Director: Piers Haggard
Year:
1980
Rating: 3.0

There are not many comedies that can live up to their legendary reputation of being astonishingly deprived of laughs, but this film hits the bull's eye of awful. Not incompetent or cheap looking, just not funny. 96-minutes and the only time I came near to a laugh was when an obese man on stilts smelled Chinese food and had to clump over to it. This is really rather remarkable considering that it stars Peter Sellers in two roles, various disguises and a ridiculous plot. He usually eats that up like jam and crumpets. It begs as to why it generated so few laughs. The mystery of comedy. Why did the silliness of his Pink Panther films hit the funny bone while the silliness of this lands with a dull thud?
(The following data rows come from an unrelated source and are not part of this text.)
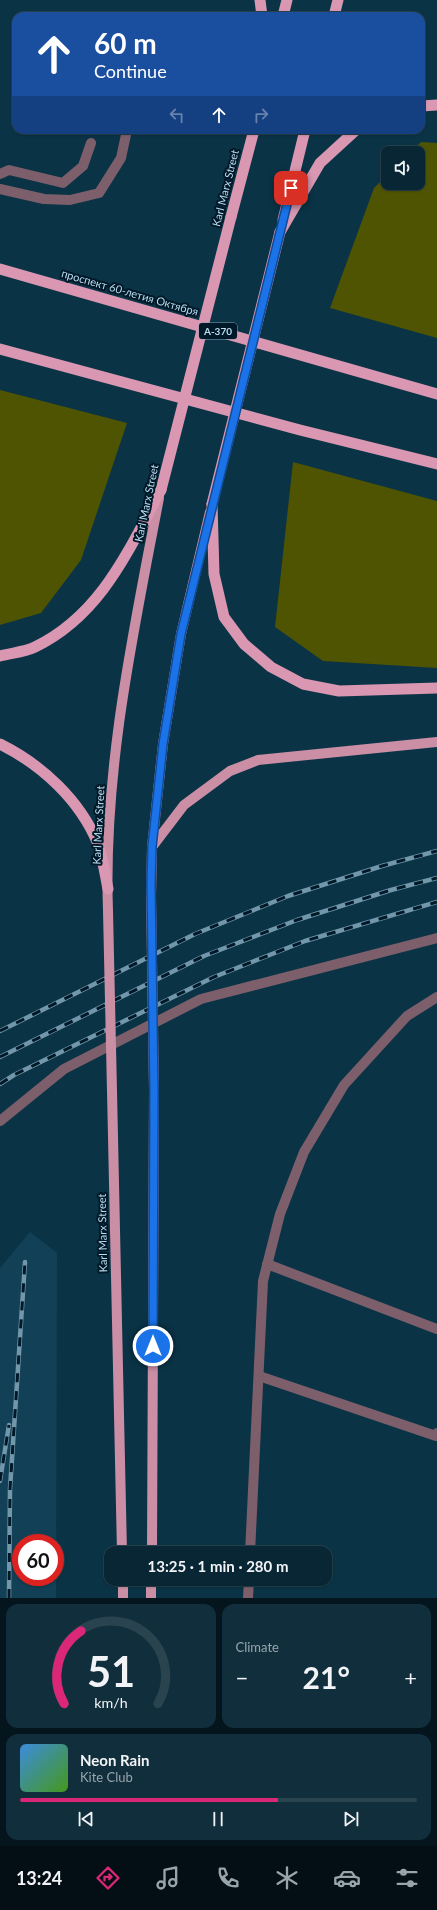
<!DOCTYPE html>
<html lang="en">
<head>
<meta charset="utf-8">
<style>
  body { margin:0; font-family:Lato,sans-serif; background:#112e3c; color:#f1f3f6; height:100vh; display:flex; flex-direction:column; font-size:15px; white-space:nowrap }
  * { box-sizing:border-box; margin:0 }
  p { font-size:13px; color:#98a5ac }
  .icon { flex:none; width:22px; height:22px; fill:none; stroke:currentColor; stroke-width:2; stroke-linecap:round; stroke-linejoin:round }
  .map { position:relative; height:1598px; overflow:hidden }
  .side { display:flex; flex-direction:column; gap:6px; padding:6px; background:#04151d; flex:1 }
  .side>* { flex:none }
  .top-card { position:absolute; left:12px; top:12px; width:413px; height:122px; border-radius:12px; box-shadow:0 1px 3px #0004,0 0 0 1px #29434f; background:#1a4fa0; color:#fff; overflow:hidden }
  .fabs { position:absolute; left:381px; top:146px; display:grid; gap:8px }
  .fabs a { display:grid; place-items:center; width:44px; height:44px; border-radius:8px; background:#082634; box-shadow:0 1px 3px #0004,0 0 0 1px #29434f; font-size:20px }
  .speed { position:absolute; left:12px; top:1534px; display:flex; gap:8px; font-size:20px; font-weight:700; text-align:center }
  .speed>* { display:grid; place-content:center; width:52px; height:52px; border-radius:50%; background:#082634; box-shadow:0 1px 3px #0004,0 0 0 1px #29434f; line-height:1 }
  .speed .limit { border:6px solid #d22; background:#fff; color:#111 }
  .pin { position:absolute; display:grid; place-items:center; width:34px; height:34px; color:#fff; margin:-17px; border-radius:8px; box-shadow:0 2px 6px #0006 }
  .me { position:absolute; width:44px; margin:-22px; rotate:0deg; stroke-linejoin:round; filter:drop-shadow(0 0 3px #0008) }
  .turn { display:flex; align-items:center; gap:14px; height:84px; padding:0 16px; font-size:18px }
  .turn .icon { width:52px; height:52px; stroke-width:2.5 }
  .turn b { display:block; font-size:28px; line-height:34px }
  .lanes { display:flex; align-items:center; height:38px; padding:0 16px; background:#0003; justify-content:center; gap:20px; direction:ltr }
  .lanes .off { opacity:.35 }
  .big { font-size:30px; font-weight:700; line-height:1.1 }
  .side .widget { flex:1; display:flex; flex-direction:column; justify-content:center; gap:6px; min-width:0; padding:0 14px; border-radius:12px; background:#112e3c }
  .side .dial { align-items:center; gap:0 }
  .dial svg { height:104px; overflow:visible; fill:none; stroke:#29434f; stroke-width:7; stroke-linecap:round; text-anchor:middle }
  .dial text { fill:#f1f3f6; stroke:none }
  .song { display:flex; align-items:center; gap:12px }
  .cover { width:48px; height:48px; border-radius:6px; background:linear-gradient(135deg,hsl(210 70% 55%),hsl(100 70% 35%)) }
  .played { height:4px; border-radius:2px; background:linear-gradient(90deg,#db2777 65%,#29434f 65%) }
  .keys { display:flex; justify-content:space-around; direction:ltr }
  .heat { display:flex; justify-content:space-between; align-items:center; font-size:22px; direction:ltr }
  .side .tiles { flex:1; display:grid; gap:6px; grid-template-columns:1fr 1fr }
  .widget:last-child { grid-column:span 2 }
  .trip { position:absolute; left:104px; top:1546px; width:228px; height:40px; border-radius:12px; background:#082634; box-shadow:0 1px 3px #0004,0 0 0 1px #29434f; font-weight:700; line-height:40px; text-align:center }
  .menu { display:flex; height:64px; justify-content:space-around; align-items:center; background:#030f15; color:#98a5ac }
  .menu .icon { width:28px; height:28px }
  .menu .active { color:#db2777 }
  .menu b { font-size:18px; color:#f1f3f6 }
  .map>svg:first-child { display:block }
</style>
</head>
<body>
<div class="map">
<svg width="437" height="1598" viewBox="0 0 437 1598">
  <rect width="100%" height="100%" fill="#0a3346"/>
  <path fill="#124056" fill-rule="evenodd" d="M30,1232L57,1253L56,1598H0V1268ZM21,1543H55V1577H21Z"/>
  <g fill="#4e5402">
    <path d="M421,142L437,143V338L330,308L374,188L388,174V183H418V153H410Z"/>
    <path d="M0,390L127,423L81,560L41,613L0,625Z"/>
    <path d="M293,462L437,501V668L323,661L275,627Z"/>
  </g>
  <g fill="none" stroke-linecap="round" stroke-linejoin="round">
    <g stroke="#7c5f6a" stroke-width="10">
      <path d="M0,174L9,170L63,183L83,166L91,143"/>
      <path d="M0,189L44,199L70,200L99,193L121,158L127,130"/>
      <path d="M0,1121L64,1069L201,999L437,938"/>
      <path d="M267,1264L437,1329"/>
      <path d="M259,1376L436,1436L437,1433"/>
    </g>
    <g stroke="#7c5f6a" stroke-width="10">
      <path d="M250,1553L263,1281L280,1214L304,1152L344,1085L407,1016L437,997"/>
      <path d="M248,1598L249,1579"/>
    </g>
    <g stroke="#ca8ea5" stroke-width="10">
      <path d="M152,847L184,805L230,771L258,760L437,742"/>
      <path d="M151,896L152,847L163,744L181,634L210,512"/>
      <path d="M108,911C103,772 133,634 159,498"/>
      <path d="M112,1091L122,1553"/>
      <path d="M152,1553L154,1091"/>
      <path d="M123,1579V1598"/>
      <path d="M151,1598V1579"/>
    </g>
    <g stroke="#d997b1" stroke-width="11">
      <path d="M260,0L262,16"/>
      <path d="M283,16L287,0"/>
      <path d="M334,16L338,0"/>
      <path d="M421,106L437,105"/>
      <path d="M231,217L254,130"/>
      <path d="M283,220L305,130"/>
      <path d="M280,232L320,163L356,130"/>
      <path d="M0,269L437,394"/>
      <path d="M0,349L300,430L437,464"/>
      <path d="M212,504L214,574L224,617L244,644L271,667L303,684L339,691L437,688"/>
      <path d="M0,656C11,653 25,652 35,647C101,615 128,551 161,490"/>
      <path d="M0,744C42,765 80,800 98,844C103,859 105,874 108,889"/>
    </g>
    <g stroke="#7297ab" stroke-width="4.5">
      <g id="rail">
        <path d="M0,1031L195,934L288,896L382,866L437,851"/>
        <path d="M0,1057L204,956L297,920L391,890L437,878"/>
        <path d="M0,1084L14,1075L214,977L305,941L437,902"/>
        <path d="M0,1481L9,1425"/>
        <path d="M9,1598L10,1489L25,1262"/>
      </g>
    </g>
    <use href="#rail" stroke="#001928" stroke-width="3" stroke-dasharray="9" stroke-linecap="butt"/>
    <g stroke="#ca8ea5" stroke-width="10">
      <path d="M151,896L154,1091"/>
      <path d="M108,911L112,1091"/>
    </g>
    <g stroke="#d997b1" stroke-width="11">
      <path d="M161,490L231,217"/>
      <path d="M212,504L280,232"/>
    </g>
  </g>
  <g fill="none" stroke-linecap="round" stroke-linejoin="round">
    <g stroke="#114b97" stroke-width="10">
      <path id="route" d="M153,1346L154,1091L151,884L152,847L163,744L181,634L291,188"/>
    </g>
    <use href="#route" stroke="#1a73e8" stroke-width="7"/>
  </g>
  <g text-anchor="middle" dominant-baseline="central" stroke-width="4" stroke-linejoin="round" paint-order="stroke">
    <rect fill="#001928" stroke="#83a2b5" stroke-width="1" x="199" y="323" width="38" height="16" rx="3"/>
    <g font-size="10" font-weight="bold" fill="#bbddf2">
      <text x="218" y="331">А-370</text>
    </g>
    <g font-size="11" fill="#bbddf2" stroke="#001928">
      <text transform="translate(225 188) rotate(-76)">Karl Marx Street</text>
      <text transform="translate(130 292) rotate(16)">проспект 60-летия Октября</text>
      <text transform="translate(146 503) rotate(-78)">Karl Marx Street</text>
      <text transform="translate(98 825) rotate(-87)">Karl Marx Street</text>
      <text transform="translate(102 1233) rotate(-91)">Karl Marx Street</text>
    </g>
  </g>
</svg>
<div class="fabs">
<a><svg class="icon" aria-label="sound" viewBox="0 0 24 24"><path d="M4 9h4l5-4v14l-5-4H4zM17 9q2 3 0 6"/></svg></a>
</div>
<div class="speed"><div class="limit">60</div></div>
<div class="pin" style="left:291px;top:188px;background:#d93025"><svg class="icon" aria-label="arrive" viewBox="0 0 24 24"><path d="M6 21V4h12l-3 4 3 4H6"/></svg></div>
<svg class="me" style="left:153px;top:1346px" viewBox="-20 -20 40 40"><circle r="17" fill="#1a73e8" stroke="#fff" stroke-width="3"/><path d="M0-11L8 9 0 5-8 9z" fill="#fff"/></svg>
<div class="trip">13:25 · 1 min · 280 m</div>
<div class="top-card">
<div class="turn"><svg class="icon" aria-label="ahead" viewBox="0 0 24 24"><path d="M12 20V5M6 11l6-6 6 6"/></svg><div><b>60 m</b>Continue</div></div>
<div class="lanes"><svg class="icon off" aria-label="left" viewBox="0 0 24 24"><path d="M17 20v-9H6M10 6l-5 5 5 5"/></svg><svg class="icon" aria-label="ahead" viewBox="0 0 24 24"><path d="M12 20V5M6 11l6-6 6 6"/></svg><svg class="icon off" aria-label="right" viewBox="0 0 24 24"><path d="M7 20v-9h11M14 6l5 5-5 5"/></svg></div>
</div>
</div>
<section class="side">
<div class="tiles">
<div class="widget dial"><svg viewBox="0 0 100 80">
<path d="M14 69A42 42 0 1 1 86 69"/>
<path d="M14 69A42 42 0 0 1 27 13" stroke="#db2777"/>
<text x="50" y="56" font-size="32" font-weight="700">51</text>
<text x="50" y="72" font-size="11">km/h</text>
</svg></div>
<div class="widget"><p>Climate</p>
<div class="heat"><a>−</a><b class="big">21°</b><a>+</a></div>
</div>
<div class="widget">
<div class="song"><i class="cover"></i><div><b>Neon Rain</b><p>Kite Club</p></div></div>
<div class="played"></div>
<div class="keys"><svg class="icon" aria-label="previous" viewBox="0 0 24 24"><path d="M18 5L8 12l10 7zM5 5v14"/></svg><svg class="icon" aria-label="pause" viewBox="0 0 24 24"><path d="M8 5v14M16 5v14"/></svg><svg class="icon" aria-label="next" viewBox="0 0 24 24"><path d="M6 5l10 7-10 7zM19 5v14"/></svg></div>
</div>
</div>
</section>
<nav class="menu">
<b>13:24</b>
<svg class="icon active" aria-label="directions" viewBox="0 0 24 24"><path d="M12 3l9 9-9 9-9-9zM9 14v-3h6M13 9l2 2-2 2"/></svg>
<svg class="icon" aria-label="music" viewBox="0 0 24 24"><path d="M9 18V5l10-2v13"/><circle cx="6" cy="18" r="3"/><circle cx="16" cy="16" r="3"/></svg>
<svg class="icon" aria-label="phone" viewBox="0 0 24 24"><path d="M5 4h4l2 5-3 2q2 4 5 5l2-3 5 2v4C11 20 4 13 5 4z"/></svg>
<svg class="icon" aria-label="climate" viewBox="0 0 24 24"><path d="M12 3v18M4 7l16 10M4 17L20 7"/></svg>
<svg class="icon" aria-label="car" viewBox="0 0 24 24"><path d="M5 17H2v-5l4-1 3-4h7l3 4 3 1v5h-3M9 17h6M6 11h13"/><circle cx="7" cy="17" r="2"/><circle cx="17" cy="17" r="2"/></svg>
<svg class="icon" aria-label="filters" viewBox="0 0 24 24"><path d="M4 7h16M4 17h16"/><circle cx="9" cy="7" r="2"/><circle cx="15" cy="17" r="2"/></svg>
</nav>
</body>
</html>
Some of it may have had to do with the troubled production and some of it due to Seller's poor health and his growing tendency to be mentally erratic. Two directors were fired before the film even began and the credited director, Piers Haggard, was fired before the film was finished with Sellers taking over. According to Haggard, Sellers was a maniac on the set. He wasn't the first director to complain about Sellers - even Blake Edwards of the Pink Panther films said it was becoming nearly impossible to work with Sellers. His health was also failing and it caused a number of delays in filming and sadly he was to die from a heart-attack soon after the film was finished. This was his last film and his film before was perhaps his most recognized as an actor - Being There. He was in a number of classic comedies - besides the Pink Panther films there was Dr. Strangelove, After the Fox, The Party and all those early British comedies - but he had a number of stinkers on his hands as well - and sadly this is one of them.



He plays both Nayland Smith and his nemesis Fu Manchu. So, in 1980 they were still doing Yellow Face apparently - though playing different ethnicities was part of his comedy box - perhaps nowhere more amusing than as an Indian in The Party. In reviews written at the time, I didn't see any critics even bringing this up. Now of course, we all feel obliged to. Fu Manchu is 168-years old and looks every evil deed of it. An elixir has kept him alive and he has a servant bring out the last of it.  The servant catches fire and drops it. Revenge in a sense for Burt Kwouk who Sellers beat up so often in the Pink Panther films. Just a cameo for Burt. To make more of the elixir, Manchu has to steal rare jewels and Mummy's from all over the world.



To solve these robberies, Scotland Yard (David Tomlinson) and the FBI (Sid Caesar) bring Nayland Smith out of retirement. He has grown very attached to his lawn mower and takes it with him everywhere. So, ya - Sid Caesar, one of the funniest men in the world of comedy and not a laugh. They don't even give him an opportunity. Criminal. Not so criminal is they have Helen Mirren pose as the Queen - get kidnapped by Manchu and fall for him. She is wonderful. She sings the On Good Ship Lollipop and Daddy Wouldn't Buy Me a Bow-Wow. Not worth watching the film for but maybe. If only Sellers had found the magic elixir to make a few more films.